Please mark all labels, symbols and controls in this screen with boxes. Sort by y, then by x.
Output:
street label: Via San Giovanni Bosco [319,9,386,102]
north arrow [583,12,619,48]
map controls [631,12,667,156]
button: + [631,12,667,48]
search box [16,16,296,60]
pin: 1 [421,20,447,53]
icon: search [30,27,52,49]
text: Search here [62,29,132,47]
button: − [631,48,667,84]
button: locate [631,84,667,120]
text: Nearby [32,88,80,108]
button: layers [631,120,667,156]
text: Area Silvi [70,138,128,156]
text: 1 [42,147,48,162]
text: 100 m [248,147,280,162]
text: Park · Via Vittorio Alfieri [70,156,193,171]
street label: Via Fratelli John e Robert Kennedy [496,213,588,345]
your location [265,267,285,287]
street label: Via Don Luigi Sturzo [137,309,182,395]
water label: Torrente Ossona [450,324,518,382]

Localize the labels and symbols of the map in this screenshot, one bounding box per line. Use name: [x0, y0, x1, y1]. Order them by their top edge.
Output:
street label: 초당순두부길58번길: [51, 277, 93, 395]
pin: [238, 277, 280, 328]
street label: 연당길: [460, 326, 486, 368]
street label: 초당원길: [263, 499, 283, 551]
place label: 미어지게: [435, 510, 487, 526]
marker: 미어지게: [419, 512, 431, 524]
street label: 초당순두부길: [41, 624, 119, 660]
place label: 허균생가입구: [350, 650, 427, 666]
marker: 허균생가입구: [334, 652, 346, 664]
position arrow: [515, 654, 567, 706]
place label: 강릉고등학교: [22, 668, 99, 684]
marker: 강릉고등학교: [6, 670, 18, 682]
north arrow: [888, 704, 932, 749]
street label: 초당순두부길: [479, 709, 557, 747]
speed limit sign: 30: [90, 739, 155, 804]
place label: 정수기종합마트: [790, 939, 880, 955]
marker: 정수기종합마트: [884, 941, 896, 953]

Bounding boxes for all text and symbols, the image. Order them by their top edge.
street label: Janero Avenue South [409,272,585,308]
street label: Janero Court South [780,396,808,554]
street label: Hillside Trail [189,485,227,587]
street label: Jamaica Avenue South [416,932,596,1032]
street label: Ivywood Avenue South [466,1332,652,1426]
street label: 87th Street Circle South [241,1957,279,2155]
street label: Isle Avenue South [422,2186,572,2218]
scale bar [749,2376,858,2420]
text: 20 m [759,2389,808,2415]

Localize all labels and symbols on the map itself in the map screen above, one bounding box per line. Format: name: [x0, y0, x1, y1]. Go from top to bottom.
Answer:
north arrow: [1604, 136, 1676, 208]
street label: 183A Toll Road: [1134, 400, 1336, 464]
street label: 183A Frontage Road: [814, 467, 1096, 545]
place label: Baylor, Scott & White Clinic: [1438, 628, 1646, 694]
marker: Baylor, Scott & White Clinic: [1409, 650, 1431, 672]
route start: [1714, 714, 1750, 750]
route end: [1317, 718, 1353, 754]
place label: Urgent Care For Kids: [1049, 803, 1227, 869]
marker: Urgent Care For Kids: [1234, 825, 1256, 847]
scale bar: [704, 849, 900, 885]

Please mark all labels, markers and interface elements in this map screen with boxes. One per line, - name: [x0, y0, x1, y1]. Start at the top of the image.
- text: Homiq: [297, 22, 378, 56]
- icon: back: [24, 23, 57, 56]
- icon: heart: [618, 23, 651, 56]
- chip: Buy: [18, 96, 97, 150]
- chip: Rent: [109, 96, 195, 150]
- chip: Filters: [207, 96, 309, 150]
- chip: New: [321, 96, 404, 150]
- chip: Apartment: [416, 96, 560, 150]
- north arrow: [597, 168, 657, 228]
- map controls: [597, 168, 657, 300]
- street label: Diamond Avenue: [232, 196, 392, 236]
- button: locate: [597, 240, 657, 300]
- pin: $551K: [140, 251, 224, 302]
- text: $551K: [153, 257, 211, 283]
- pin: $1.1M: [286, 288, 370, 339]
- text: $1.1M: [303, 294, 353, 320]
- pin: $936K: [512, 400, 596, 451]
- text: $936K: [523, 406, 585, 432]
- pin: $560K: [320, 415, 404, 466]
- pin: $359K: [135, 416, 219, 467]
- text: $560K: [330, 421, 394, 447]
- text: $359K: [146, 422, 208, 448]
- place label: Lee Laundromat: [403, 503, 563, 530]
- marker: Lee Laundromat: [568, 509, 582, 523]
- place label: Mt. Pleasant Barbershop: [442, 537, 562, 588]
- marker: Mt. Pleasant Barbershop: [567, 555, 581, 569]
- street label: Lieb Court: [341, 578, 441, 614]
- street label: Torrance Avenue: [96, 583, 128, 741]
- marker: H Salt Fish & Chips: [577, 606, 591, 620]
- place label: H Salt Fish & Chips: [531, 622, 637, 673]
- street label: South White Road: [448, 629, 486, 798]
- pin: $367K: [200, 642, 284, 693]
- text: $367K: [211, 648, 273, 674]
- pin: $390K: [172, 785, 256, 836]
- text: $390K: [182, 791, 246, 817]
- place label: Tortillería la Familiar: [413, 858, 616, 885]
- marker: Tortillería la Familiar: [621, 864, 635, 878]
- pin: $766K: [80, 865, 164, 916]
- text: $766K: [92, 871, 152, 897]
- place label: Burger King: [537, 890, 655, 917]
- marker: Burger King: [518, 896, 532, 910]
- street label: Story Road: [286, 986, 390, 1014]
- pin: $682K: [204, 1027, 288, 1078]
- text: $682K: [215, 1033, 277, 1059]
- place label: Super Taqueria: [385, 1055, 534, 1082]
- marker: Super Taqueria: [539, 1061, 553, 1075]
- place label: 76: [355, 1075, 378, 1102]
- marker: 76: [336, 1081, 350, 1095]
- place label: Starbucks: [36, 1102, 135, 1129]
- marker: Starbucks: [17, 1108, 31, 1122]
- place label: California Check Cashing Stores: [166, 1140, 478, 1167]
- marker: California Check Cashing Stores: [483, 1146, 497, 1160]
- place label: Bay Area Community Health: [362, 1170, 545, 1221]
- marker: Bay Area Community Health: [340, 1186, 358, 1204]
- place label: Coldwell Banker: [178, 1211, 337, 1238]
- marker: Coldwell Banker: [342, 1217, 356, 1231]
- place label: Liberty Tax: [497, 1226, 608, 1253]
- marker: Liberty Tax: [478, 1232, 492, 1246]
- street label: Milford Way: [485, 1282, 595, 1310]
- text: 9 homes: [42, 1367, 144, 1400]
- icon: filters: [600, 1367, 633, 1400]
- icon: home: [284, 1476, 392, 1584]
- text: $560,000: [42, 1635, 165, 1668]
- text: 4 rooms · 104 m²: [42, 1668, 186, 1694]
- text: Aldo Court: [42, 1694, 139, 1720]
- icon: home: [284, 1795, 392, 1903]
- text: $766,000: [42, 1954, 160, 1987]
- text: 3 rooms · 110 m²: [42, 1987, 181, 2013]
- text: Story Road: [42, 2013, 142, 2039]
++++++
- _Action item_
From the first line through the last, give the data above again exactly.

- _Task result_
Please mark all labels, symbols and controls in this screen with boxes. Sort by y, then by x.
Output:
street label: Via San Giovanni Bosco [319,9,386,102]
north arrow [583,12,619,48]
map controls [631,12,667,156]
button: + [631,12,667,48]
search box [16,16,296,60]
pin: 1 [421,20,447,53]
icon: search [30,27,52,49]
text: Search here [62,29,132,47]
button: − [631,48,667,84]
button: locate [631,84,667,120]
text: Nearby [32,88,80,108]
button: layers [631,120,667,156]
text: Area Silvi [70,138,128,156]
text: 1 [42,147,48,162]
text: 100 m [248,147,280,162]
text: Park · Via Vittorio Alfieri [70,156,193,171]
street label: Via Fratelli John e Robert Kennedy [496,213,588,345]
your location [265,267,285,287]
street label: Via Don Luigi Sturzo [137,309,182,395]
water label: Torrente Ossona [450,324,518,382]

Localize the labels and symbols of the map in this screenshot, one bounding box per line. Use name: [x0, y0, x1, y1]. Order them by their top edge.
Output:
street label: 초당순두부길58번길: [51, 277, 93, 395]
pin: [238, 277, 280, 328]
street label: 연당길: [460, 326, 486, 368]
street label: 초당원길: [263, 499, 283, 551]
place label: 미어지게: [435, 510, 487, 526]
marker: 미어지게: [419, 512, 431, 524]
street label: 초당순두부길: [41, 624, 119, 660]
place label: 허균생가입구: [350, 650, 427, 666]
marker: 허균생가입구: [334, 652, 346, 664]
position arrow: [515, 654, 567, 706]
place label: 강릉고등학교: [22, 668, 99, 684]
marker: 강릉고등학교: [6, 670, 18, 682]
north arrow: [888, 704, 932, 749]
street label: 초당순두부길: [479, 709, 557, 747]
speed limit sign: 30: [90, 739, 155, 804]
place label: 정수기종합마트: [790, 939, 880, 955]
marker: 정수기종합마트: [884, 941, 896, 953]

Bounding boxes for all text and symbols, the image. Order them by their top edge.
street label: Janero Avenue South [409,272,585,308]
street label: Janero Court South [780,396,808,554]
street label: Hillside Trail [189,485,227,587]
street label: Jamaica Avenue South [416,932,596,1032]
street label: Ivywood Avenue South [466,1332,652,1426]
street label: 87th Street Circle South [241,1957,279,2155]
street label: Isle Avenue South [422,2186,572,2218]
scale bar [749,2376,858,2420]
text: 20 m [759,2389,808,2415]

Localize all labels and symbols on the map itself in the map screen above, one bounding box per line. Format: name: [x0, y0, x1, y1]. Go from top to bottom.
Answer:
north arrow: [1604, 136, 1676, 208]
street label: 183A Toll Road: [1134, 400, 1336, 464]
street label: 183A Frontage Road: [814, 467, 1096, 545]
place label: Baylor, Scott & White Clinic: [1438, 628, 1646, 694]
marker: Baylor, Scott & White Clinic: [1409, 650, 1431, 672]
route start: [1714, 714, 1750, 750]
route end: [1317, 718, 1353, 754]
place label: Urgent Care For Kids: [1049, 803, 1227, 869]
marker: Urgent Care For Kids: [1234, 825, 1256, 847]
scale bar: [704, 849, 900, 885]

Please mark all labels, markers and interface elements in this map screen with boxes. One per line, - name: [x0, y0, x1, y1]. Start at the top of the image.
- text: Homiq: [297, 22, 378, 56]
- icon: back: [24, 23, 57, 56]
- icon: heart: [618, 23, 651, 56]
- chip: Buy: [18, 96, 97, 150]
- chip: Rent: [109, 96, 195, 150]
- chip: Filters: [207, 96, 309, 150]
- chip: New: [321, 96, 404, 150]
- chip: Apartment: [416, 96, 560, 150]
- north arrow: [597, 168, 657, 228]
- map controls: [597, 168, 657, 300]
- street label: Diamond Avenue: [232, 196, 392, 236]
- button: locate: [597, 240, 657, 300]
- pin: $551K: [140, 251, 224, 302]
- text: $551K: [153, 257, 211, 283]
- pin: $1.1M: [286, 288, 370, 339]
- text: $1.1M: [303, 294, 353, 320]
- pin: $936K: [512, 400, 596, 451]
- text: $936K: [523, 406, 585, 432]
- pin: $560K: [320, 415, 404, 466]
- pin: $359K: [135, 416, 219, 467]
- text: $560K: [330, 421, 394, 447]
- text: $359K: [146, 422, 208, 448]
- place label: Lee Laundromat: [403, 503, 563, 530]
- marker: Lee Laundromat: [568, 509, 582, 523]
- place label: Mt. Pleasant Barbershop: [442, 537, 562, 588]
- marker: Mt. Pleasant Barbershop: [567, 555, 581, 569]
- street label: Lieb Court: [341, 578, 441, 614]
- street label: Torrance Avenue: [96, 583, 128, 741]
- marker: H Salt Fish & Chips: [577, 606, 591, 620]
- place label: H Salt Fish & Chips: [531, 622, 637, 673]
- street label: South White Road: [448, 629, 486, 798]
- pin: $367K: [200, 642, 284, 693]
- text: $367K: [211, 648, 273, 674]
- pin: $390K: [172, 785, 256, 836]
- text: $390K: [182, 791, 246, 817]
- place label: Tortillería la Familiar: [413, 858, 616, 885]
- marker: Tortillería la Familiar: [621, 864, 635, 878]
- pin: $766K: [80, 865, 164, 916]
- text: $766K: [92, 871, 152, 897]
- place label: Burger King: [537, 890, 655, 917]
- marker: Burger King: [518, 896, 532, 910]
- street label: Story Road: [286, 986, 390, 1014]
- pin: $682K: [204, 1027, 288, 1078]
- text: $682K: [215, 1033, 277, 1059]
- place label: Super Taqueria: [385, 1055, 534, 1082]
- marker: Super Taqueria: [539, 1061, 553, 1075]
- place label: 76: [355, 1075, 378, 1102]
- marker: 76: [336, 1081, 350, 1095]
- place label: Starbucks: [36, 1102, 135, 1129]
- marker: Starbucks: [17, 1108, 31, 1122]
- place label: California Check Cashing Stores: [166, 1140, 478, 1167]
- marker: California Check Cashing Stores: [483, 1146, 497, 1160]
- place label: Bay Area Community Health: [362, 1170, 545, 1221]
- marker: Bay Area Community Health: [340, 1186, 358, 1204]
- place label: Coldwell Banker: [178, 1211, 337, 1238]
- marker: Coldwell Banker: [342, 1217, 356, 1231]
- place label: Liberty Tax: [497, 1226, 608, 1253]
- marker: Liberty Tax: [478, 1232, 492, 1246]
- street label: Milford Way: [485, 1282, 595, 1310]
- text: 9 homes: [42, 1367, 144, 1400]
- icon: filters: [600, 1367, 633, 1400]
- icon: home: [284, 1476, 392, 1584]
- text: $560,000: [42, 1635, 165, 1668]
- text: 4 rooms · 104 m²: [42, 1668, 186, 1694]
- text: Aldo Court: [42, 1694, 139, 1720]
- icon: home: [284, 1795, 392, 1903]
- text: $766,000: [42, 1954, 160, 1987]
- text: 3 rooms · 110 m²: [42, 1987, 181, 2013]
- text: Story Road: [42, 2013, 142, 2039]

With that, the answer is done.